**INFORMATION SHOWN:**
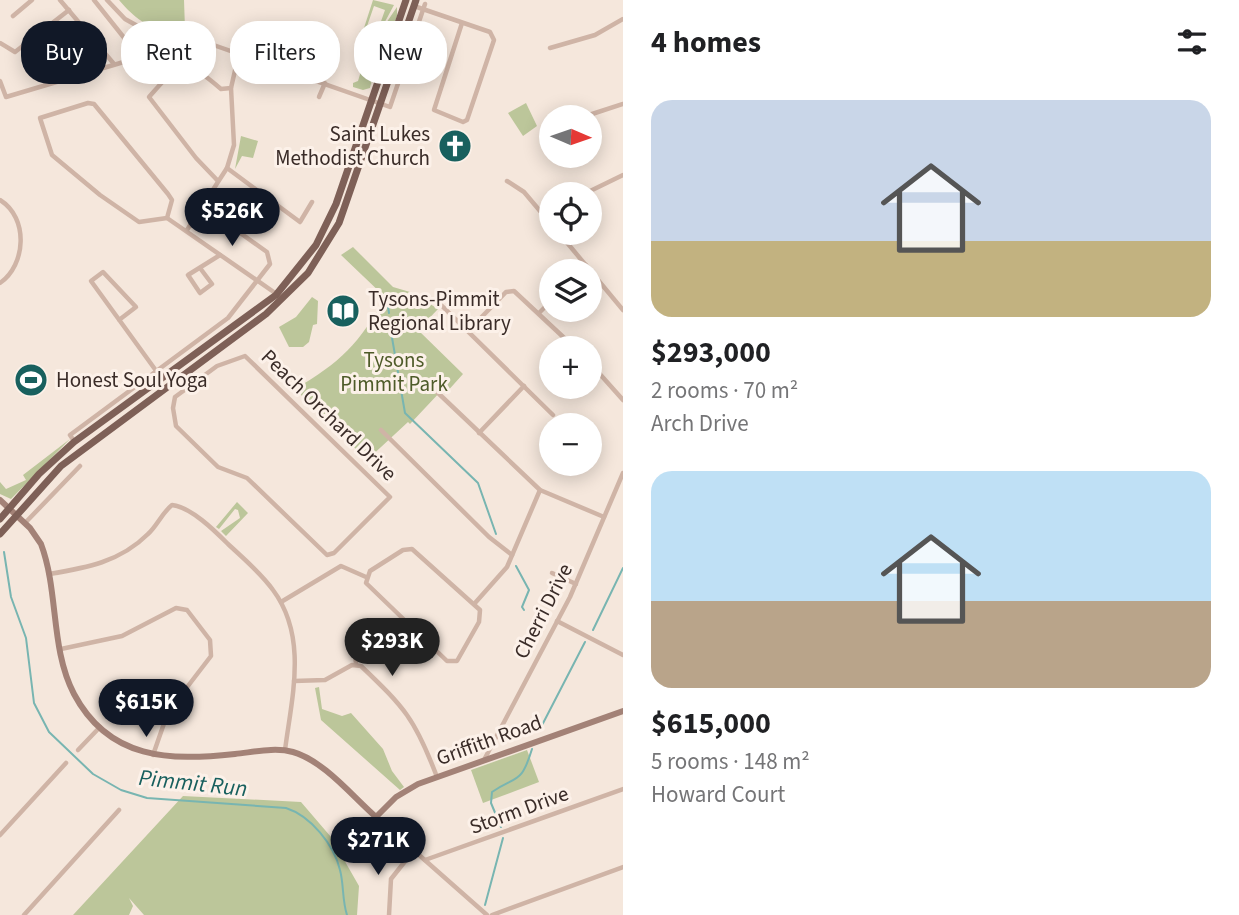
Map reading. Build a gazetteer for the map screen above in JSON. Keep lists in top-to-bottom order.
{
  "streets": {
    "street": [
      "Peach Orchard Drive",
      "Cherri Drive",
      "Griffith Road",
      "Storm Drive"
    ]
  },
  "crossings": [
    ["Cherri Drive", "Griffith Road"]
  ],
  "water": ["Pimmit Run"],
  "parks": ["Tysons Pimmit Park"],
  "places": {
    "church": ["Saint Lukes Methodist Church"],
    "library": ["Tysons-Pimmit Regional Library"],
    "sports": ["Honest Soul Yoga"]
  },
  "north": "right",
  "page": {
    "heading": "4 homes",
    "chip": [
      "Buy",
      "Rent",
      "Filters",
      "New"
    ],
    "list": [
      {
        "name": "$293,000",
        "note": "2 rooms · 70 m² · Arch Drive"
      },
      {
        "name": "$615,000",
        "note": "5 rooms · 148 m² · Howard Court"
      }
    ],
    "map_buttons": ["+", "−"],
    "price": [
      "$526K",
      "$293K",
      "$615K",
      "$271K"
    ]
  }
}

**TASK TO COMPLETE:** Print the material above once more, exactly. No pictures belong in it.

**REPLY TO THE TASK:**
Map reading. Build a gazetteer for the map screen above in JSON. Keep lists in top-to-bottom order.
{
  "streets": {
    "street": [
      "Peach Orchard Drive",
      "Cherri Drive",
      "Griffith Road",
      "Storm Drive"
    ]
  },
  "crossings": [
    ["Cherri Drive", "Griffith Road"]
  ],
  "water": ["Pimmit Run"],
  "parks": ["Tysons Pimmit Park"],
  "places": {
    "church": ["Saint Lukes Methodist Church"],
    "library": ["Tysons-Pimmit Regional Library"],
    "sports": ["Honest Soul Yoga"]
  },
  "north": "right",
  "page": {
    "heading": "4 homes",
    "chip": [
      "Buy",
      "Rent",
      "Filters",
      "New"
    ],
    "list": [
      {
        "name": "$293,000",
        "note": "2 rooms · 70 m² · Arch Drive"
      },
      {
        "name": "$615,000",
        "note": "5 rooms · 148 m² · Howard Court"
      }
    ],
    "map_buttons": ["+", "−"],
    "price": [
      "$526K",
      "$293K",
      "$615K",
      "$271K"
    ]
  }
}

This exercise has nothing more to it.